Statistical analysis
Continuous variables were expressed as the mean ± standard deviation for the data in a normal distribution and median (quantile 1, quantile 3) for the non-normal distributed data. Kolmogorov-Smirnov test was used to test data normality. If normal distribution was satisfied, t test was used to compare between groups. Categorical variables were expressed as absolute numbers and percentages, and chi-squared test was used to compare between groups.
In our analysis, serum level of TNFα was categorized into normal and abnormal groups by the upper limit of normal range in healthy population (≤ 8.1 pg/ml), so was serum level of IL-6 (upper limit of normal range ≤ 5.9 pg/ml), hsCRP (upper limit of normal range ≤ 8 mg/L), and ESR (upper limit of normal range ≤ 20 mm/1st hour).
The univariate logistic regression analysis was performed to investigate the association between these parameters (ESR, hsCRP, IL-6, and TNFα) and disease activity at baseline. Furthermore, sensitivity, specificity, and the 95% confidence intervals were calculated. For follow-up data, univariate Cox regression model was used to explore the association of ESR, hsCRP, IL-6, and TNFα with disease activity in the follow-up visits. Positive predictive values and negative predictive values, as well as the 95% confidence intervals were also represented. Kaplan-Meier method was conducted to describe the curve of cumulative remission rate, and log-rank tests were used to compare cumulative remission curves.

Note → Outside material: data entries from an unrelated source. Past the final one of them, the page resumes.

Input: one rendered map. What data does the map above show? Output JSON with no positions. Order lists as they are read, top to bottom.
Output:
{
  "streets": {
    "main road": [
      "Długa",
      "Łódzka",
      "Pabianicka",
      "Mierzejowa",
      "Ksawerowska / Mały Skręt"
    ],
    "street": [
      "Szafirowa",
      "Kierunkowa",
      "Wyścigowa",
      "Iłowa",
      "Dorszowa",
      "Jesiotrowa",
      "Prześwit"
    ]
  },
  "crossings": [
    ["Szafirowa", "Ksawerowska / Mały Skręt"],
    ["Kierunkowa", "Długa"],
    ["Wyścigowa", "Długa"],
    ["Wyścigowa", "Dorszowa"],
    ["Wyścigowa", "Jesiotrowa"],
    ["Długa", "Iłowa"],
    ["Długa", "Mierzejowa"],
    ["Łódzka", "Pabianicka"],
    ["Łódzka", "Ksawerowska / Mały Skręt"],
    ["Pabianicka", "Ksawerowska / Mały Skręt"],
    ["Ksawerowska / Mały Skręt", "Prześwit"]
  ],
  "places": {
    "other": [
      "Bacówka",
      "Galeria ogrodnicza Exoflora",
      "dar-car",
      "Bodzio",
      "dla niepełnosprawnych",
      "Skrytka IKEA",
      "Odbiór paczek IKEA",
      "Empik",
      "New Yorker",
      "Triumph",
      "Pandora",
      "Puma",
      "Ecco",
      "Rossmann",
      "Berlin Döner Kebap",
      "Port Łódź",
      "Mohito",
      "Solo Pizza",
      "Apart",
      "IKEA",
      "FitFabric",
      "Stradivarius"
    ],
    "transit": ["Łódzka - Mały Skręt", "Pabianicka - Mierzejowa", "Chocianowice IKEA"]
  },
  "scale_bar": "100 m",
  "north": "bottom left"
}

For patients with active disease at baseline but turned inactive during follow-up, the follow-up time in survival analysis was the duration from the date of baseline visit to the date of visit when inactive disease was first achieved. For those patients who were still in active state in later follow-up visits, their follow-up time was defined from the date of baseline visit to the end of the study.
For patients who were in inactive disease at baseline but changed to active diseases during follow-up, their follow-up duration was defined from the date of baseline visit to the date of visit for first relapse. For patients who remained in inactive during follow-up, their follow-up duration was defined from the date of baseline visit to the end of the study.
A two-sided p value less than 0.05 was considered to be statistically significant, and the odds ratio (OR) or hazard ratio (HR) with a 95% confidence interval (CI) were also calculated. Analysis was performed with the SAS software (version 9.0, SAS Institute, Cary, NC, USA).